According to official data released by the CIS Interstate Statistical Committee, Kyrgyzstan during the first nine months of the year reported a whopping 45.9 percent increase in industrial production (relative to the same period in 1996). (Russian agencies, October 27) This corresponded to growth in real GDP of 19.2 percent (for the first 8 months of the year, relative to the same period in 1996), rates that eclipsed the 12.1 percent and 11.9 percent growth in GDP and industrial production recorded by Georgia during these same time periods. Inflation continued to decline in both countries, falling to annual rates of about 17 percent in Kyrgyzstan (Kyrgyz TV, October 23) and into the single digits in Georgia.

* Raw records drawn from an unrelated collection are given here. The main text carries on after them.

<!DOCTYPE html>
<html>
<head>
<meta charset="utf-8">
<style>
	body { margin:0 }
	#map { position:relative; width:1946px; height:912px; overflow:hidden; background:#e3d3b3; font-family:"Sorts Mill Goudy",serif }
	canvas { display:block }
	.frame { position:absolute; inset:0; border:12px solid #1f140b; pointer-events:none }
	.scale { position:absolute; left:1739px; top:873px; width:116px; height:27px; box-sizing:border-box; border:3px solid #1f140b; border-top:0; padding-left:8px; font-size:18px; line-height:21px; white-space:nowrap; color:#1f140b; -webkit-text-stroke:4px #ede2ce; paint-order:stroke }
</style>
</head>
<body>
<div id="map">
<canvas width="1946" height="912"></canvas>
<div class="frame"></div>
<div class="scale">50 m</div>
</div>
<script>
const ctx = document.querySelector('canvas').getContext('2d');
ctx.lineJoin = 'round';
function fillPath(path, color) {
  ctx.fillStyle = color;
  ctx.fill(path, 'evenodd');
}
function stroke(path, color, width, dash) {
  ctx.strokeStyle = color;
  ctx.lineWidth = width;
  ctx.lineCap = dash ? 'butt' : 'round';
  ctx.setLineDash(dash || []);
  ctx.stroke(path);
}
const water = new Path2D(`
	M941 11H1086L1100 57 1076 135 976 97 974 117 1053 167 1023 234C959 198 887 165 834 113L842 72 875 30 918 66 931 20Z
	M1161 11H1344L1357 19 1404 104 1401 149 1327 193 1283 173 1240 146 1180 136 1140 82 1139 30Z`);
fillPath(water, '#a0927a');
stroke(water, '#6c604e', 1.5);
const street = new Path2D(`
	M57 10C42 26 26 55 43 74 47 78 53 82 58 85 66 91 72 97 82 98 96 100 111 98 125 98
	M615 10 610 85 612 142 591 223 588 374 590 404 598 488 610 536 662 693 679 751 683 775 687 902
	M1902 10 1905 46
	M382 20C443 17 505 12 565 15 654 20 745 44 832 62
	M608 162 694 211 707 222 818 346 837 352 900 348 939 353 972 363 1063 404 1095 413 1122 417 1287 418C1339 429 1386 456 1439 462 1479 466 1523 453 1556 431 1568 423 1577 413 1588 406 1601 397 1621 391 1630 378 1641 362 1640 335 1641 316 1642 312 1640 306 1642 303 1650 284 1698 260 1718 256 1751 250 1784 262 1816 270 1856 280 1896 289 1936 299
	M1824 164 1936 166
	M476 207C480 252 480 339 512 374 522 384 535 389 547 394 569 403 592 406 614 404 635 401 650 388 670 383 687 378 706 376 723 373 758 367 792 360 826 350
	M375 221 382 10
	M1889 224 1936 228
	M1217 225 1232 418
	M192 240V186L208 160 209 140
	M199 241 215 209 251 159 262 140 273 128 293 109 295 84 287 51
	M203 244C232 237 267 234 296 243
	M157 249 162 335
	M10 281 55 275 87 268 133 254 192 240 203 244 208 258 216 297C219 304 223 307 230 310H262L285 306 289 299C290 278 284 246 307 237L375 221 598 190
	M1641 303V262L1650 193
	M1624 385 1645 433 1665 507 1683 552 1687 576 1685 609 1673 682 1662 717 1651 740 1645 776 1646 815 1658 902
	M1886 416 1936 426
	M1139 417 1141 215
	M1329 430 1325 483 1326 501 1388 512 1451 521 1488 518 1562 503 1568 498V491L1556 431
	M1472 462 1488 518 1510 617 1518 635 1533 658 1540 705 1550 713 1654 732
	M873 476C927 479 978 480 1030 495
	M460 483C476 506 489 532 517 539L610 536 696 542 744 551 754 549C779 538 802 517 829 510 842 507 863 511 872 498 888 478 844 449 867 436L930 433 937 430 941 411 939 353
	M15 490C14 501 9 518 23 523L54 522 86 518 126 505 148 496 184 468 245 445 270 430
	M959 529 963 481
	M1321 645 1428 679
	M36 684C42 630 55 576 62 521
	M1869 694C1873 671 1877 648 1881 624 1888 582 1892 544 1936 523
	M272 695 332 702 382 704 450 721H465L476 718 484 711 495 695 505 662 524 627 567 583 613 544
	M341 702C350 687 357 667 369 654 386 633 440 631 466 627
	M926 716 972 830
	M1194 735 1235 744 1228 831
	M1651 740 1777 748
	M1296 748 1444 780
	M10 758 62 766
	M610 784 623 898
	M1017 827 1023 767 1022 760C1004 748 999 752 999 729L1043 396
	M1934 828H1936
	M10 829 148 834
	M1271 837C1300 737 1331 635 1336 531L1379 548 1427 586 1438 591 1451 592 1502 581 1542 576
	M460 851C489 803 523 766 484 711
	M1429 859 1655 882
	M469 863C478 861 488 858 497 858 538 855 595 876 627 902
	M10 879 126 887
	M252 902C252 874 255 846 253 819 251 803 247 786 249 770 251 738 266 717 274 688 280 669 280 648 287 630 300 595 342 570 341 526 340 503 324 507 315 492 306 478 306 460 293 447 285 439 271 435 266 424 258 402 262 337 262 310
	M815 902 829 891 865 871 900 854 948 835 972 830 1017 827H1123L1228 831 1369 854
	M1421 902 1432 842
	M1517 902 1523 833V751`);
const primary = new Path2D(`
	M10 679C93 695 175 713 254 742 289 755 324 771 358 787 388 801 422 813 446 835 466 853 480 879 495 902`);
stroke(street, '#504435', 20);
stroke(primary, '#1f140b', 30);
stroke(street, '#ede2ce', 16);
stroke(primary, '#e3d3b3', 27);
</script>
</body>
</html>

Uzbekistan and Kazakhstan also posted strong growth, with industrial production (for the first nine months) increasing by 6.3 and 3.6 percent, respectively. GDP grew by 4.9 percent and around 3 percent in the two countries (based on data for the first eight months). Azerbaijan also reported strong GDP growth (5.0 percent), although industrial production was essentially flat. The largest declines in output were recorded by Ukraine (GDP fell by 5 percent; industrial production was down by 2.4 percent); Moldova (GDP down by 4.3 percent; industrial production by 5.5 percent); and Tajikistan (GDP down by 2.8 percent; industrial production by 8 percent). Russian GDP and industrial production were up 0.2 and 1.5 percent, respectively, while Armenia registered a 2.3 percent increase in GDP but a 1.8 percent decline in industrial production. Belarus reported large increases in GDP and industrial production (and prices), but the Lukashenka regime’s "propaganda of success" and the absence of IMF monitoring of the Belarusan statistical agency make such claims difficult to interpret. Inflation rates generally remained low — Kazakhstan and Russia actually recorded declining prices for the months of August and September, respectively. The exceptions to this trend were Tajikistan, Belarus, and Armenia, where prices during September rose by 7.8, 5.0 and 3.4 percent, respectively.
These numbers show that, with few exceptions, the trend towards economic recovery continues. They also suggest that Armenia, which was the first CIS economy to return to growth in 1994, may now be the first CIS economy to be lapsing back into recession. The contrast with neighboring Georgia could hardly be starker.